= TASK =
Go through the entries and say how many lines contain the string "normal". The number is the whole answer.

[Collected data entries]
════════

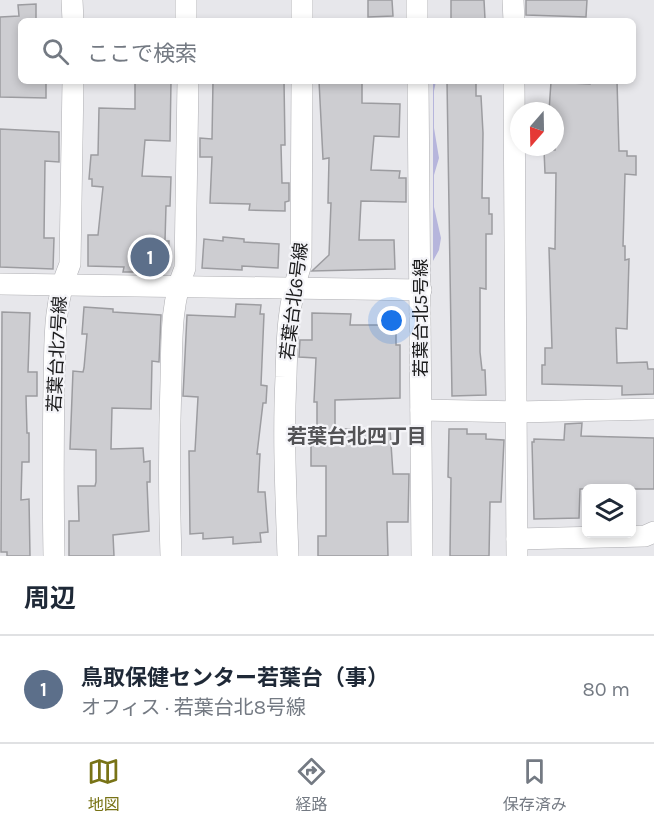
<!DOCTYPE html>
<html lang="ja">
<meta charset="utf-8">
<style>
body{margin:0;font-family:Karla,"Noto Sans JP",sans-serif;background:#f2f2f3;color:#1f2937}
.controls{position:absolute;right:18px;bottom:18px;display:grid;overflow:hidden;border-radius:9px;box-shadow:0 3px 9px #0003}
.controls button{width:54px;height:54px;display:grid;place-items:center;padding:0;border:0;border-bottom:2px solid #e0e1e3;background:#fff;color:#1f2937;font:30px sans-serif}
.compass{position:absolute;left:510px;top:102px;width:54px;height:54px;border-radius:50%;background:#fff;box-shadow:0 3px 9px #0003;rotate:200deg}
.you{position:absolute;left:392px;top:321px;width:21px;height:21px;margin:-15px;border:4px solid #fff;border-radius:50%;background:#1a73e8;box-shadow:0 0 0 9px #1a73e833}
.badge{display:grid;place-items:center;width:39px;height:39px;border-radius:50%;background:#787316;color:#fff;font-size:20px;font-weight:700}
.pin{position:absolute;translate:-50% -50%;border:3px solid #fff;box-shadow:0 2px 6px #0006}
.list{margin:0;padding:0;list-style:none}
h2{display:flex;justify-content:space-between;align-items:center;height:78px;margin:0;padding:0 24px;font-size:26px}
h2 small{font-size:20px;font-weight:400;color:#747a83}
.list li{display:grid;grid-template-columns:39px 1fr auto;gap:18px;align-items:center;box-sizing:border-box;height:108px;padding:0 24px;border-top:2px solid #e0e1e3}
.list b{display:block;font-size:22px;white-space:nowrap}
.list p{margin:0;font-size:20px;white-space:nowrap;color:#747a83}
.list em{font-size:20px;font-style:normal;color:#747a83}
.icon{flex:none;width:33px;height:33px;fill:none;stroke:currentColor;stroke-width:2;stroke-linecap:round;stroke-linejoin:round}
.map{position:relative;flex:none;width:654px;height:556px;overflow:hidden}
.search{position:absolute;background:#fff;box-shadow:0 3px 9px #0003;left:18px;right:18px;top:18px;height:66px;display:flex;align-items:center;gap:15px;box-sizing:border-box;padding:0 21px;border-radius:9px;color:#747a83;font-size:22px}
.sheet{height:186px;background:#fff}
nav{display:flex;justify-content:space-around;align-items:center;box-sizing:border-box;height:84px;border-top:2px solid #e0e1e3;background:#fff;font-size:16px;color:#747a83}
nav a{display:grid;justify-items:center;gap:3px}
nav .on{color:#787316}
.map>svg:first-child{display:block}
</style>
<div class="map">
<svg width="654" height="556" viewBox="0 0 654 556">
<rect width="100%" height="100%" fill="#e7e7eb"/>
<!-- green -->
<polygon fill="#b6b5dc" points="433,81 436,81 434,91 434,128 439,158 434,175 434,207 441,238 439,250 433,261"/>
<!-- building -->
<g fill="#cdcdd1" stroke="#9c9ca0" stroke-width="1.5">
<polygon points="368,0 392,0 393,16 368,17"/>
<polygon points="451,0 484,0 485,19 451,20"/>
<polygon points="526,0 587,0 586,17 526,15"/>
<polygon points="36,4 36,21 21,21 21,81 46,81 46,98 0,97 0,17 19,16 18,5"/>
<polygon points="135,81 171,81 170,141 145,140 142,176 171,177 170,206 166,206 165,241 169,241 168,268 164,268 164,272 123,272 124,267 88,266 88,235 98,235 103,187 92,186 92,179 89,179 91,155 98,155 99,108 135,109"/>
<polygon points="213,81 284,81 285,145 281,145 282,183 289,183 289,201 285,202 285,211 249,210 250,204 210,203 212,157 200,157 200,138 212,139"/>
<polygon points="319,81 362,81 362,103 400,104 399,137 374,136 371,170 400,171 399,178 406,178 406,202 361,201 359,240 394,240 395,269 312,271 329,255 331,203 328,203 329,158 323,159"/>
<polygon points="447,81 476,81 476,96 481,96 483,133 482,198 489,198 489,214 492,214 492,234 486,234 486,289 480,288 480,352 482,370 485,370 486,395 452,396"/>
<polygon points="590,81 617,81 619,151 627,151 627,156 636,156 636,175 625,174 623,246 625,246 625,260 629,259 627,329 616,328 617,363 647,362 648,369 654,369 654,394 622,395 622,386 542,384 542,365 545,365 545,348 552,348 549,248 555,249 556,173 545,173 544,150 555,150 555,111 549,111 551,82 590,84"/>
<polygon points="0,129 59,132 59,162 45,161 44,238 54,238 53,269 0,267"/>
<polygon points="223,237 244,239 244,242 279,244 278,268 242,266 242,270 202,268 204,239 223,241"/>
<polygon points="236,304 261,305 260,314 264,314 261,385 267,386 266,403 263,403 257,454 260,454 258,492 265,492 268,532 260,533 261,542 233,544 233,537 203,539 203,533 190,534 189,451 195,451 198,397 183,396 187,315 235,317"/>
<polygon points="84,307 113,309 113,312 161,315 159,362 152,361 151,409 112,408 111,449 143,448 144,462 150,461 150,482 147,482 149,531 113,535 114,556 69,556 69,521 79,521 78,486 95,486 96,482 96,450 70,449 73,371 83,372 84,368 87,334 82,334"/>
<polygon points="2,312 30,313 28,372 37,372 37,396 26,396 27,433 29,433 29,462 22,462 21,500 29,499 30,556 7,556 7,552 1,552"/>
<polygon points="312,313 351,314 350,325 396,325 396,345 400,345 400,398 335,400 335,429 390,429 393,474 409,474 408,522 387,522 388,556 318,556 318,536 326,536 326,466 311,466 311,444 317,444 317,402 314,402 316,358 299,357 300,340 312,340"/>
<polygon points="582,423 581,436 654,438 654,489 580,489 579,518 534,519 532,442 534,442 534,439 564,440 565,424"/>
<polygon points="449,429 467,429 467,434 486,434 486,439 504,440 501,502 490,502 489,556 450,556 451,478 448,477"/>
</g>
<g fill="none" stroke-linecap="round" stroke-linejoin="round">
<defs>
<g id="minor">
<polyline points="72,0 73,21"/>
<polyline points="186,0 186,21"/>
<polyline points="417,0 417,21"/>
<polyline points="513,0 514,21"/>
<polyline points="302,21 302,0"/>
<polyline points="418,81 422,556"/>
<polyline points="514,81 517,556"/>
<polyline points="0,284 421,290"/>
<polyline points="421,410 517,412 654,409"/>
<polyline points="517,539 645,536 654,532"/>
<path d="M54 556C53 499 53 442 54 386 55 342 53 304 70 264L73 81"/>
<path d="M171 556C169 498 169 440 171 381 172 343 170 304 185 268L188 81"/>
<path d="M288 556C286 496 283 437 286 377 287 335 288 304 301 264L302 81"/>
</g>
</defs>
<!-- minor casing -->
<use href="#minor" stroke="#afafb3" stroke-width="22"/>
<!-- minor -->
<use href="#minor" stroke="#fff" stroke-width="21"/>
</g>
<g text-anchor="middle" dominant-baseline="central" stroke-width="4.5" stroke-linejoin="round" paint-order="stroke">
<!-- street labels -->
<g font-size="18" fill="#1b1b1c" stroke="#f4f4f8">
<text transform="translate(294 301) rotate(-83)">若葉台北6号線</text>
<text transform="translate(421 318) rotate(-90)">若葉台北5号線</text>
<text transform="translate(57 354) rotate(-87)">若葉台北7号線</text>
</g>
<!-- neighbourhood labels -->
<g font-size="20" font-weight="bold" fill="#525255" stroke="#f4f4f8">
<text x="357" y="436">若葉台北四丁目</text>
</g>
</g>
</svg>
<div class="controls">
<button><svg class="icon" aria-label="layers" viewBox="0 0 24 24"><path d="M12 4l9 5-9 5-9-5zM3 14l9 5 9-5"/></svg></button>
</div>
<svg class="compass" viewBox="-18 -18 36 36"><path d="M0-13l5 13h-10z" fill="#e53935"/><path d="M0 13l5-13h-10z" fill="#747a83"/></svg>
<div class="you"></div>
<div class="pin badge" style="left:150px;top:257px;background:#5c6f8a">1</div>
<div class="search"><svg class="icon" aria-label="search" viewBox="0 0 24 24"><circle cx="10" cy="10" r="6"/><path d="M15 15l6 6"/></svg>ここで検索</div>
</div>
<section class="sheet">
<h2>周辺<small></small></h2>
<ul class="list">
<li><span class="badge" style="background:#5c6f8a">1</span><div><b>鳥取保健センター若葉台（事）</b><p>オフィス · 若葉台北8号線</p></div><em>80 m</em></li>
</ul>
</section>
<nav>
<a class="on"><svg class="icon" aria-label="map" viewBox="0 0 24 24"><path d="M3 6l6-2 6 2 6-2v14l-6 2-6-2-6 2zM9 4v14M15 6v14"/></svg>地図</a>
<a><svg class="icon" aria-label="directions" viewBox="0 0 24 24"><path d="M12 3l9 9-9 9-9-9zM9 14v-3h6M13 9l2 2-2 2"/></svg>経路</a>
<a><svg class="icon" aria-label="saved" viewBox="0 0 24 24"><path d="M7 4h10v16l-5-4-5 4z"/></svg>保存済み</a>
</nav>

════════

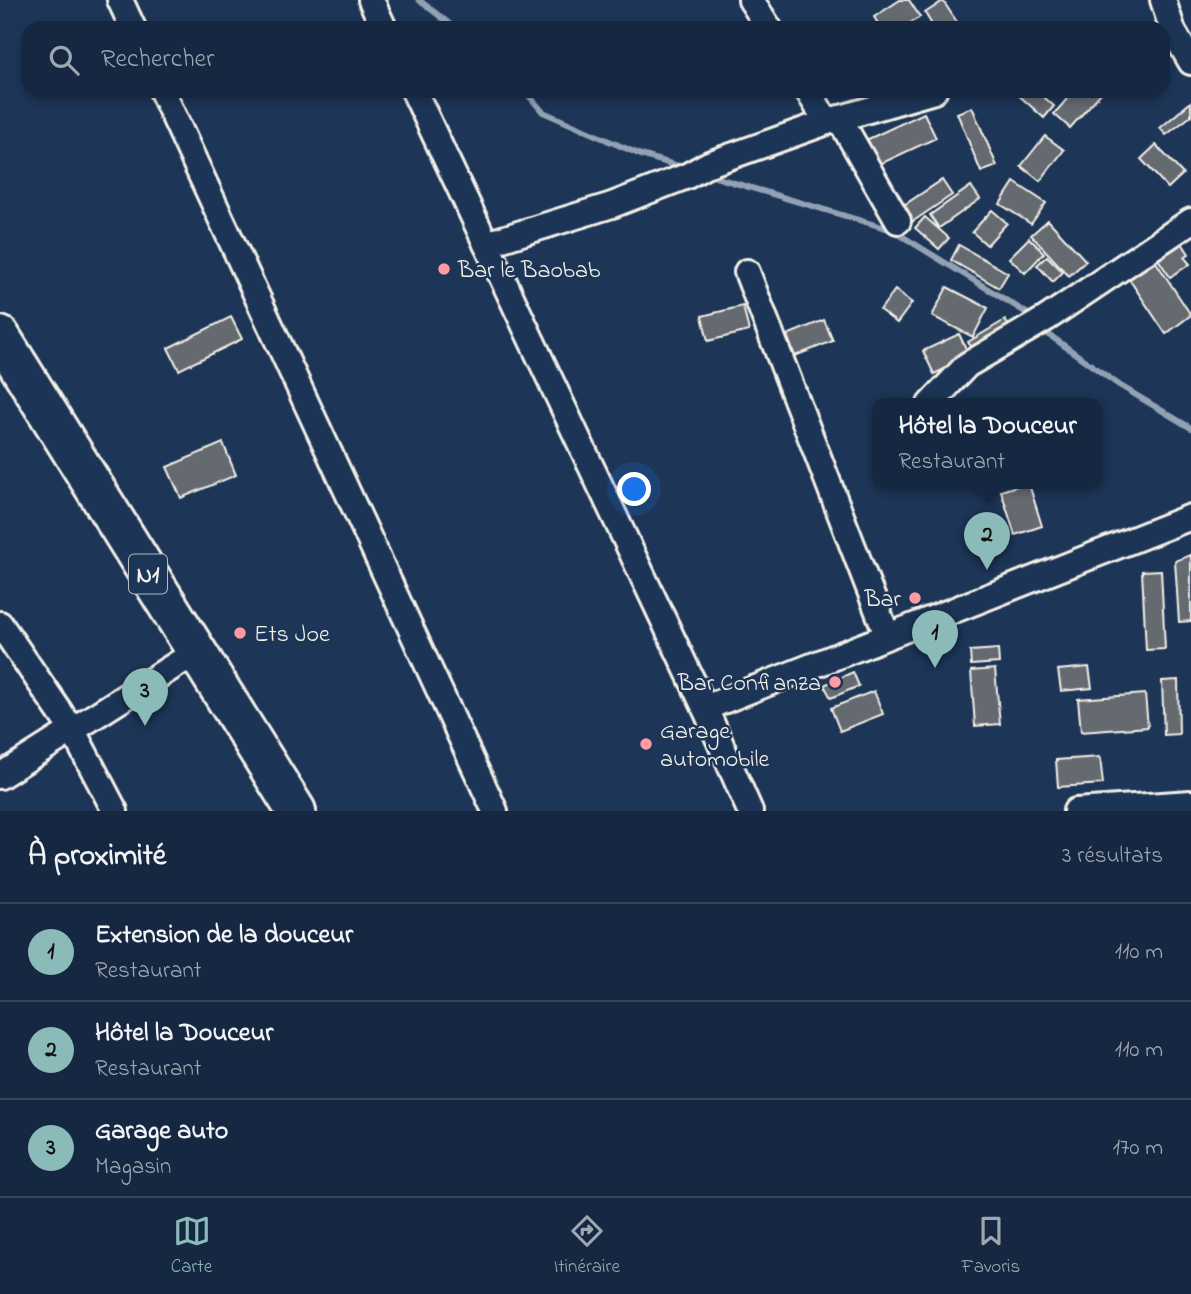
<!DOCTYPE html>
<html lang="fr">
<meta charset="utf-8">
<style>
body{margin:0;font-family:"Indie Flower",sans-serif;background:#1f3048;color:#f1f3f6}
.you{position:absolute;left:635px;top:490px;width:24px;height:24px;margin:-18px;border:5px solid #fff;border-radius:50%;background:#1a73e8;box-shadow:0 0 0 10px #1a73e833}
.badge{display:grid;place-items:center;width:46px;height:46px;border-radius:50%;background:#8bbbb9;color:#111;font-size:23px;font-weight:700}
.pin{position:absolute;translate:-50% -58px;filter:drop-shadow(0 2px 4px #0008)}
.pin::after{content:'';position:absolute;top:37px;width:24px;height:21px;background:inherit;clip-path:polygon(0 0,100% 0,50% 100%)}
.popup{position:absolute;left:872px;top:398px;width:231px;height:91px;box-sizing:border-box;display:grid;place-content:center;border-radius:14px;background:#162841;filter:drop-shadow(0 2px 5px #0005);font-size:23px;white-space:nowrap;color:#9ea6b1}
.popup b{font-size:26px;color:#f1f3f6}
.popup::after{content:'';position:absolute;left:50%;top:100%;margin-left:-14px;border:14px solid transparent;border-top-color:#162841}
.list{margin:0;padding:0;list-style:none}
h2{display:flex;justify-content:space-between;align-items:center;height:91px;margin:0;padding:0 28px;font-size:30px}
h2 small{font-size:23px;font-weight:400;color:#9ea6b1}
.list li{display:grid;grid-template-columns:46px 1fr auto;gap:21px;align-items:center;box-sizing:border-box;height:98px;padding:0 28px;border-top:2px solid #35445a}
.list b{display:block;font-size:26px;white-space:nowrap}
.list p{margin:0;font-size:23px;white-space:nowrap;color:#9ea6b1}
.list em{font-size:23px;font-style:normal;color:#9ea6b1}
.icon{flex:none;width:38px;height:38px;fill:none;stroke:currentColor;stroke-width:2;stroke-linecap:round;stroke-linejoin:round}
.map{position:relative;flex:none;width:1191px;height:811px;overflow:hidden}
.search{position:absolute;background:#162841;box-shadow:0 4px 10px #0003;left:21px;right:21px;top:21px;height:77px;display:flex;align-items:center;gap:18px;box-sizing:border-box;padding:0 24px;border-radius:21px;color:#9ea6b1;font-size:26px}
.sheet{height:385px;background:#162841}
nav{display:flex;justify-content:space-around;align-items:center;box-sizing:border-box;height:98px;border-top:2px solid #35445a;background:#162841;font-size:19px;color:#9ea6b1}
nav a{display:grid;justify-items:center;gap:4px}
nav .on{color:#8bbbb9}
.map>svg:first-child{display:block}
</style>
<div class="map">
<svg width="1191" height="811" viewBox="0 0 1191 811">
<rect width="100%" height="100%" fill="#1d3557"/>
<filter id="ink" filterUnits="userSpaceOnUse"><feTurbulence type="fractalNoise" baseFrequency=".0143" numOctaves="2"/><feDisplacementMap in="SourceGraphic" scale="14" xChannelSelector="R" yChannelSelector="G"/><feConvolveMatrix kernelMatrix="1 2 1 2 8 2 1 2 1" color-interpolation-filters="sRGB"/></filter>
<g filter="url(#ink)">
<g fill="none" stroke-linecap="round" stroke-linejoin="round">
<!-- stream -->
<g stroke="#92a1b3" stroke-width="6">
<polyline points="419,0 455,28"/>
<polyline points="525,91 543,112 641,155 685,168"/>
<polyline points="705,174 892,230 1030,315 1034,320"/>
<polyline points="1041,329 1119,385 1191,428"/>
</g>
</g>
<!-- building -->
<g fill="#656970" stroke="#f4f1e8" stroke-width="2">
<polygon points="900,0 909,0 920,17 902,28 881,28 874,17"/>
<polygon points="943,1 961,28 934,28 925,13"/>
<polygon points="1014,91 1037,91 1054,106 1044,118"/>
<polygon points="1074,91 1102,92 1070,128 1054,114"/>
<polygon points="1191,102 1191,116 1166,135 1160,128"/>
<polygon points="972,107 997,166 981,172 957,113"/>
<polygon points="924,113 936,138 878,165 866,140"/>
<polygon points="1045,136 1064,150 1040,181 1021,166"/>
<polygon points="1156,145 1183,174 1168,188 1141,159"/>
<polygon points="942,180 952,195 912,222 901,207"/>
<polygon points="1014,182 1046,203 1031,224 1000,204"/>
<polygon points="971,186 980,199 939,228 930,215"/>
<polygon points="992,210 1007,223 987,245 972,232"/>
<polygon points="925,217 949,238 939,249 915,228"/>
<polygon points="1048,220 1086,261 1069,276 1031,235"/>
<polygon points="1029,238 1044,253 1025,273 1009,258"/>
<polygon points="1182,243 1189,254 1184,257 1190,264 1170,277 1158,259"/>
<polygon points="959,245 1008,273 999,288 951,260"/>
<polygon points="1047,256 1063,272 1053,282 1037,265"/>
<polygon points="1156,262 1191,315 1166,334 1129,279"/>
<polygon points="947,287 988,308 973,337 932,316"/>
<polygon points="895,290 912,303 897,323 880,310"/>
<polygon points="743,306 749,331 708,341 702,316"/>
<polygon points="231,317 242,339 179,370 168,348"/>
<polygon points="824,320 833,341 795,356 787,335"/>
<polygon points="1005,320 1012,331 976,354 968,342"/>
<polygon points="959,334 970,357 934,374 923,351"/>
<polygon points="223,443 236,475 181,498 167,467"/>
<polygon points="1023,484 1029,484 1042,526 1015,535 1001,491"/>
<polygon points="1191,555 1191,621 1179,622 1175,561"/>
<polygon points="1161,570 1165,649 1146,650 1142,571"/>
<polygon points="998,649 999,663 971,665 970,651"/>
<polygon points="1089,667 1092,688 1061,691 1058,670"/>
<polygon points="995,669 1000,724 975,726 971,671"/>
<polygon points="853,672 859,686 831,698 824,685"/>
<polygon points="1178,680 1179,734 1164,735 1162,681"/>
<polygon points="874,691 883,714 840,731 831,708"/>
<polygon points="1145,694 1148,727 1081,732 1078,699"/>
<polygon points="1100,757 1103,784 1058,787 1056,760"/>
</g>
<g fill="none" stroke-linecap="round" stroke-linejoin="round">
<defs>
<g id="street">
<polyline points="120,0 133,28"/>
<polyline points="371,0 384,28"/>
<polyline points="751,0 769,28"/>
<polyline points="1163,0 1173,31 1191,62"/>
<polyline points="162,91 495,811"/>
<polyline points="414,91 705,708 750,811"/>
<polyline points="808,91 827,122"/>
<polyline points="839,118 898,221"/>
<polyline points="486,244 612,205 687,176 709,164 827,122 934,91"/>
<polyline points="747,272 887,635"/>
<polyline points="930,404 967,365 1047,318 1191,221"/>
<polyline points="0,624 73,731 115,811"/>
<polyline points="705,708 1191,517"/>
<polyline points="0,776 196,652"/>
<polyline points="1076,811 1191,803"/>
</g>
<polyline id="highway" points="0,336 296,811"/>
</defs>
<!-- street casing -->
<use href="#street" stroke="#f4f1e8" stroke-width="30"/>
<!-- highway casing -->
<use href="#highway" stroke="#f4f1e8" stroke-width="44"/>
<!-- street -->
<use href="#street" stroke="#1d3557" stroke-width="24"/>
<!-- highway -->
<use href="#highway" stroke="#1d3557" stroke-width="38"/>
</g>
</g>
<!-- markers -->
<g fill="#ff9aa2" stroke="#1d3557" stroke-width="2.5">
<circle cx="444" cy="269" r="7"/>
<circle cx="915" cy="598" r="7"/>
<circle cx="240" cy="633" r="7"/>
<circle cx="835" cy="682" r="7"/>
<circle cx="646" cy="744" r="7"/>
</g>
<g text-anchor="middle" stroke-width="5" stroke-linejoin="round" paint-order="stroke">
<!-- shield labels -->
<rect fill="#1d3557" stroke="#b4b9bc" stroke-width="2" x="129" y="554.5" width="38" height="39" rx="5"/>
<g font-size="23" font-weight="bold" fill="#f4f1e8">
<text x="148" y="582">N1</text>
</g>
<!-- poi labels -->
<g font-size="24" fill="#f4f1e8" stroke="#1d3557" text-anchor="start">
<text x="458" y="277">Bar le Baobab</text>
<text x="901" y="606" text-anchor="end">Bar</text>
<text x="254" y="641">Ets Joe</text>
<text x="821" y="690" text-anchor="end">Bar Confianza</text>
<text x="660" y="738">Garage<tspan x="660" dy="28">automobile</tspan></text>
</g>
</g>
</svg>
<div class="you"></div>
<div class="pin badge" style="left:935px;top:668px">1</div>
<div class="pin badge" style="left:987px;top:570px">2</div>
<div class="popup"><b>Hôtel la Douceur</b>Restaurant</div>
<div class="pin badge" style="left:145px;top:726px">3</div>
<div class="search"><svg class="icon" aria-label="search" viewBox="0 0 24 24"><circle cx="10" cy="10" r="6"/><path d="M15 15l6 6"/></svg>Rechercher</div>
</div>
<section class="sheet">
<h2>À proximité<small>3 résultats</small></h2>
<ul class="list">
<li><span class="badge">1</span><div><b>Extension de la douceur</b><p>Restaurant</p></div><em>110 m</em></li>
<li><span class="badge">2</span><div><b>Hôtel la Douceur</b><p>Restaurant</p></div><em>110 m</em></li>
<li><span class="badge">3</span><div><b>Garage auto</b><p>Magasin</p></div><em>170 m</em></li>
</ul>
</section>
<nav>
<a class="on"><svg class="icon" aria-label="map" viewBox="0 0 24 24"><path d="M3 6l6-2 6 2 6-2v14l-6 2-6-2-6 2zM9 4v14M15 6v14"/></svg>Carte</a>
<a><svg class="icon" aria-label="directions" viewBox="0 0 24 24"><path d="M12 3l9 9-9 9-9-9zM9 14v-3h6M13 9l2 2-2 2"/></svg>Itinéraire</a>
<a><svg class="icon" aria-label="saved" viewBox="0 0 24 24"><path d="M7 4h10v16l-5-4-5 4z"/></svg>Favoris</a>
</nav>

════════

= RESULT OF THE EXERCISE =
2